Langkah Kai langsung berhenti. Ryan makin panik, sementara Sekar terlihat bingung. Kai menarik lepas tangannya dari Ryan dan Sekar, lalu berbalik menatap Braga dengan penuh tanya. Braga tersenyum masam.

BRAGA
Kenapa? Kamu kira semua orang udah lupa? Kamu kira kamu bisa seenaknya aja dimaafin semua orang?

Braga terus melangkah mendekat ke arah Kai. Kai berusaha menahan diri untuk tak mundur. Braga meraih kerah baju Kai, menariknya mendekat.

BRAGA (CONT’D)

(suara meninggi)

Saya enggak akan lupa. Saya enggak akan lupa gimana kamu ngebunuh anak saya. Joannika mati karena kamu!

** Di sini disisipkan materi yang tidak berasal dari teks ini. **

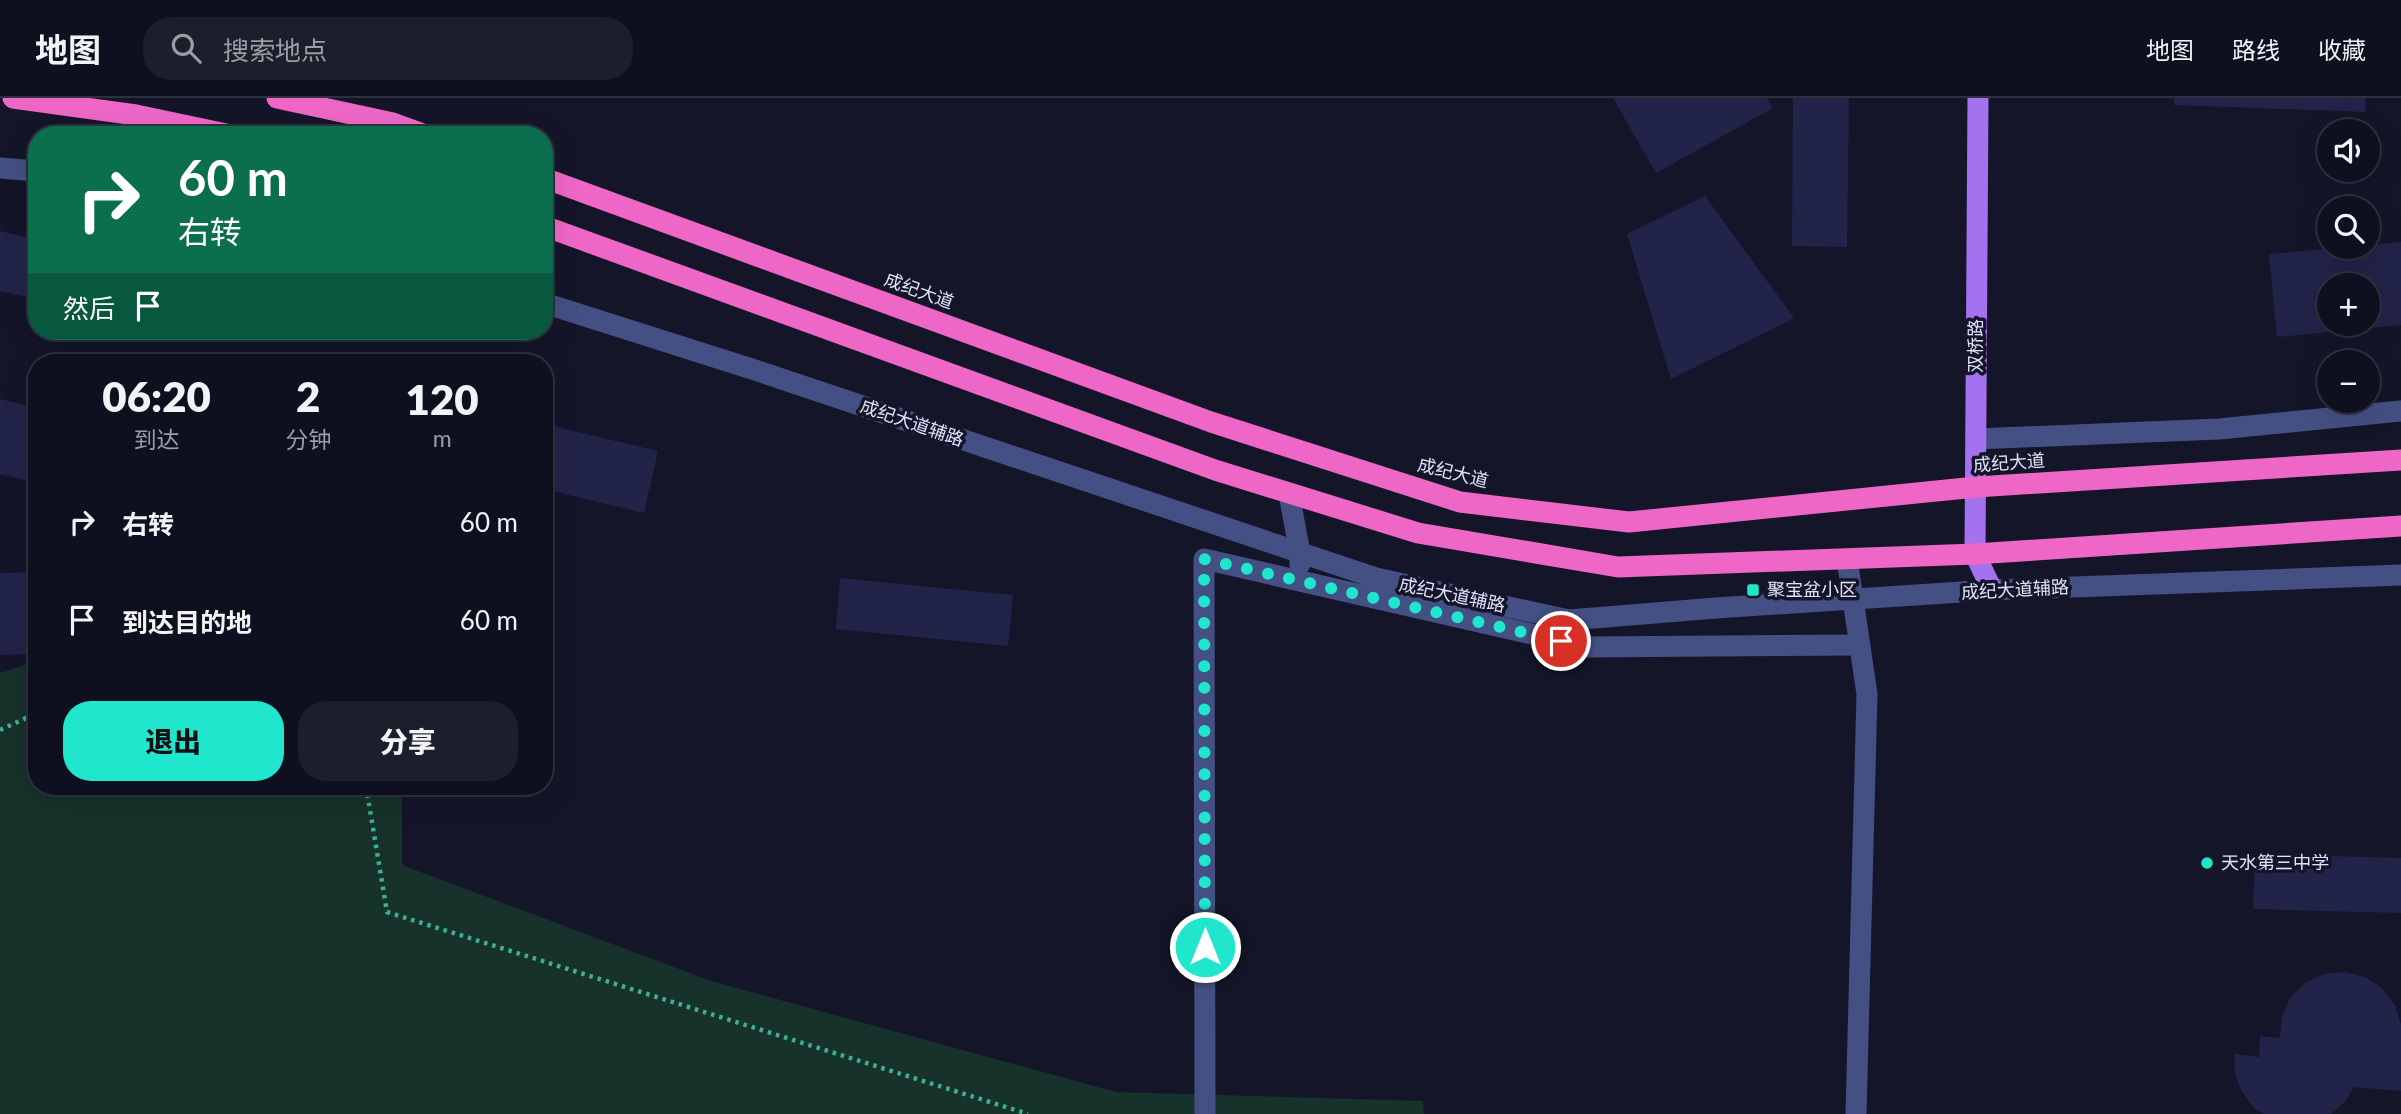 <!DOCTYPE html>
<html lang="zh">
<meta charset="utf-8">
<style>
:root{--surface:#0f101f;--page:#1d1e2c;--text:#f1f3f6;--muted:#9b9da4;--line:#2f303d;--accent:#20e6cd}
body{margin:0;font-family:Lato,"Noto Sans SC",sans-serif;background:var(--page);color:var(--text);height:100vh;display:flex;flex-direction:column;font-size:26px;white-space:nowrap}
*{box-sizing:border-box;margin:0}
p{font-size:23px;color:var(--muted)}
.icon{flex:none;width:38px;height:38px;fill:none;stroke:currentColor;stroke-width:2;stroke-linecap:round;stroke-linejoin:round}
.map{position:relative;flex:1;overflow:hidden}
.details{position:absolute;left:28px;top:256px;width:525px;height:441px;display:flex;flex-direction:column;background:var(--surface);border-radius:28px;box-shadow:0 7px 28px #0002,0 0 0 2px var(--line)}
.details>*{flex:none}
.banner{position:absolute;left:28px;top:28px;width:525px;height:214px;border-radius:28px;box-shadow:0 7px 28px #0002,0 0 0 2px var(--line);background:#0b6e4f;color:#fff;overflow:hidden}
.tools{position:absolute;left:2317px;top:21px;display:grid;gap:14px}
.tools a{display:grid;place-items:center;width:63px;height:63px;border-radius:50%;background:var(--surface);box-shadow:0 7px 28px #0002,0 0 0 2px var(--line);font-size:35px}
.pin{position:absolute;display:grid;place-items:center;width:60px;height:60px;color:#fff;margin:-30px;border:4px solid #fff;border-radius:50%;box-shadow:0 2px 7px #0007}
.me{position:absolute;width:77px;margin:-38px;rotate:0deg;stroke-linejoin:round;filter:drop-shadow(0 0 5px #0008)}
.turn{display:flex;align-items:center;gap:24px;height:147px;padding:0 35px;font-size:32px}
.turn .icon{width:91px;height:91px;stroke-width:2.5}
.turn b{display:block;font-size:49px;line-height:60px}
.then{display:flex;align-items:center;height:66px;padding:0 35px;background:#0003;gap:14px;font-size:26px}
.eta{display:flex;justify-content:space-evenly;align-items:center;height:119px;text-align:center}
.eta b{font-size:42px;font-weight:800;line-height:49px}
.action{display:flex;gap:14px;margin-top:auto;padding:14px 35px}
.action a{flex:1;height:80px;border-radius:28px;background:var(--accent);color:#111;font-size:28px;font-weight:800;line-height:80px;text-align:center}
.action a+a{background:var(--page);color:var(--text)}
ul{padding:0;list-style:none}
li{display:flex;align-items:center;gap:21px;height:98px;padding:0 35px}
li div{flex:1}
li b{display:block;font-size:26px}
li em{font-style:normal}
header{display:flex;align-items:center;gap:42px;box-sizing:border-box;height:98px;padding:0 35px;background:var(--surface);border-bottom:2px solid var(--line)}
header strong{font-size:33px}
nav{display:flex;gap:38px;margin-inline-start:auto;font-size:24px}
.search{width:490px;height:63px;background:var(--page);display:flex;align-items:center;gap:18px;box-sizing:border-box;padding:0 24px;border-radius:28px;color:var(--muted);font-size:26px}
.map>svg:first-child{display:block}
.green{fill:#17322b}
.building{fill:#222348;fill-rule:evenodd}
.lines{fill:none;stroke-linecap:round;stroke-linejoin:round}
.path{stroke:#3fb08f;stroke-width:4.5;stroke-dasharray:3.5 5;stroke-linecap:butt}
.minor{stroke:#445083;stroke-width:21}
.major{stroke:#a472ef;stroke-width:21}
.highway{stroke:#ee67c7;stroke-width:21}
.route{stroke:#20e6cd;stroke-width:12;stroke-dasharray:0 21.6}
.poi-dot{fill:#20e6cd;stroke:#141529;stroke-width:2.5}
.labels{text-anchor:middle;stroke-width:7;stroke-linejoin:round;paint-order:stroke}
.street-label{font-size:18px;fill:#dfe2fb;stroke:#141529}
.poi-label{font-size:18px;fill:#dfe2fb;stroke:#141529;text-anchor:start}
</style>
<header>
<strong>地图</strong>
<div class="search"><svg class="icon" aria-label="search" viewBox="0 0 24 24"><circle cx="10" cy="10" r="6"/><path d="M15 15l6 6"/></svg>搜索地点</div>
<nav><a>地图</a><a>路线</a><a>收藏</a></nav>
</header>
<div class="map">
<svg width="2401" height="1016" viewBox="0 0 2401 1016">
<rect width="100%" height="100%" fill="#141529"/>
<polygon class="green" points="37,563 37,688 402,688 402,767 711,883 1116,994 1423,1003 1424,1016 0,1016 0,575"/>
<g class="building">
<polygon points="1613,0 1767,0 1773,10 1656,75"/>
<polygon points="1793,0 1849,0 1847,149 1792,148"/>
<polygon points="2174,0 2366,0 2365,14 2174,7"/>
<polygon points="1705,98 1794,220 1671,281 1627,136"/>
<polygon points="0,133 37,142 37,201 0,193"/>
<path d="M2401,144V227L2277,239L2269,156ZM2329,187H2368V226H2329Z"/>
<polygon points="0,301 37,310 37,385 0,376"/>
<polygon points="544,326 658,353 644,415 544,391"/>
<polygon points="37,474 37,556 0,557 0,475"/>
<polygon points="840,480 1013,497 1008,548 836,531"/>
<polygon points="2255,756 2401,760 2401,815 2253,811"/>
<polygon points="2345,874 2365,879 2382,890 2395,907 2401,927 2401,993 2354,989 2345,1004 2331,1016 2264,1016 2254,1010 2242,994 2235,976 2234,956 2259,959 2260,938 2280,940 2282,919 2290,900 2305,885 2324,876"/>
</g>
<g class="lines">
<g class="path">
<polyline points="0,632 37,615"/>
<polyline points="366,688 387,814 1028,1016"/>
</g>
<g class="minor">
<polyline points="0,70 37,73"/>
<polyline points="544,205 755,272 1376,480 1569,522 1716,510 1992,492 2401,477"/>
<polyline points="1976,341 2219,331 2401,313"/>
<polyline points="1289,396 1300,455 1300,466"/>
<polyline points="1847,461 1867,596 1856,1016"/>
<polyline points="1205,1016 1204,461 1588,549 1860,547"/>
</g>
<polyline class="major" points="1978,0 1975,456 1992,492"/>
<g class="highway">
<polyline points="13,0 136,17 231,37"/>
<polyline points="277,0 393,25 426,37"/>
<polyline points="544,80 1211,324 1460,404 1629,424 1976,389 2401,362"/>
<polyline points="544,128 1215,372 1418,435 1618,469 1975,456 2401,428"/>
</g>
</g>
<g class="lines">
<polyline class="route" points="1205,849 1204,461 1561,543"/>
</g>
<g class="poi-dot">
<rect x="1746" y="485" width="14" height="14" rx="3.5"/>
<circle cx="2207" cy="765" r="7"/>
</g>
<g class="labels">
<g class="street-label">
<text transform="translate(919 193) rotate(20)" y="6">成纪大道</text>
<text transform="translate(1976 248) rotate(-90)" y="6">双桥路</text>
<text transform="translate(912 325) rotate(19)" y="6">成纪大道辅路</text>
<text transform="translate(2009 365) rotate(-4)" y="6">成纪大道</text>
<text transform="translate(1453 375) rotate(14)" y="6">成纪大道</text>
<text transform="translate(2015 492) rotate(-3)" y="6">成纪大道辅路</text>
<text transform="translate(1452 497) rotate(12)" y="6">成纪大道辅路</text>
</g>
<g class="poi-label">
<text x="1767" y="498">聚宝盆小区</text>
<text x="2221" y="771">天水第三中学</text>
</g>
</g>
</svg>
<div class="tools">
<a><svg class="icon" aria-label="sound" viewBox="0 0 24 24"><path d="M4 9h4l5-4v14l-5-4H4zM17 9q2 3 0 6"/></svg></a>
<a><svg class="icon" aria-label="search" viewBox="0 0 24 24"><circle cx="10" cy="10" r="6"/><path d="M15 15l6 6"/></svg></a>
<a>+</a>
<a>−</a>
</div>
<div class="pin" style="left:1561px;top:543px;background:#d93025"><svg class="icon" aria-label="arrive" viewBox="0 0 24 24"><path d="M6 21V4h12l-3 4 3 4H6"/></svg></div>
<svg class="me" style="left:1205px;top:849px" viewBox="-20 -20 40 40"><circle r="17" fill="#20e6cd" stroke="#fff" stroke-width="3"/><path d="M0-11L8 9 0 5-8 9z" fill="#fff"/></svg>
<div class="banner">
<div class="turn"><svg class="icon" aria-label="right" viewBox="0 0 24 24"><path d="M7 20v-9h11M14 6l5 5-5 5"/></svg><div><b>60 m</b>右转</div></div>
<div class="then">然后<svg class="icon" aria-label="arrive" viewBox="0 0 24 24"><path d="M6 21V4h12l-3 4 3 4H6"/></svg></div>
</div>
<section class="details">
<div class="eta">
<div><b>06:20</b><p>到达</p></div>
<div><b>2</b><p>分钟</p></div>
<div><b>120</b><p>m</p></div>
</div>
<ul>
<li><svg class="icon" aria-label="right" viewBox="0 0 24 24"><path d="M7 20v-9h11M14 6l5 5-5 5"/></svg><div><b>右转</b></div><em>60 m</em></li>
<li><svg class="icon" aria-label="arrive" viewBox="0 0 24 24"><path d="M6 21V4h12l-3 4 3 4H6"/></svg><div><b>到达目的地</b></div><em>60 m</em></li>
</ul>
<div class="action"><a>退出</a><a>分享</a></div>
</section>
</div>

Tangan Braga beralih ke leher Kai dan mencekiknya. Kai membeku, tak sanggup menghindar dan melawan. Kai menatap Braga, berusaha memahami kemarahannya. Braga makin kesetanan melihat tatapan Kai.

BRAGA (CONT’D)
HARUSNYA KAMU MATI, ANAK SETAN! HARUSNYA KAMU JUGA MATI! HARUSNYA KAMU YANG MATI, BUKAN JOANNIKA!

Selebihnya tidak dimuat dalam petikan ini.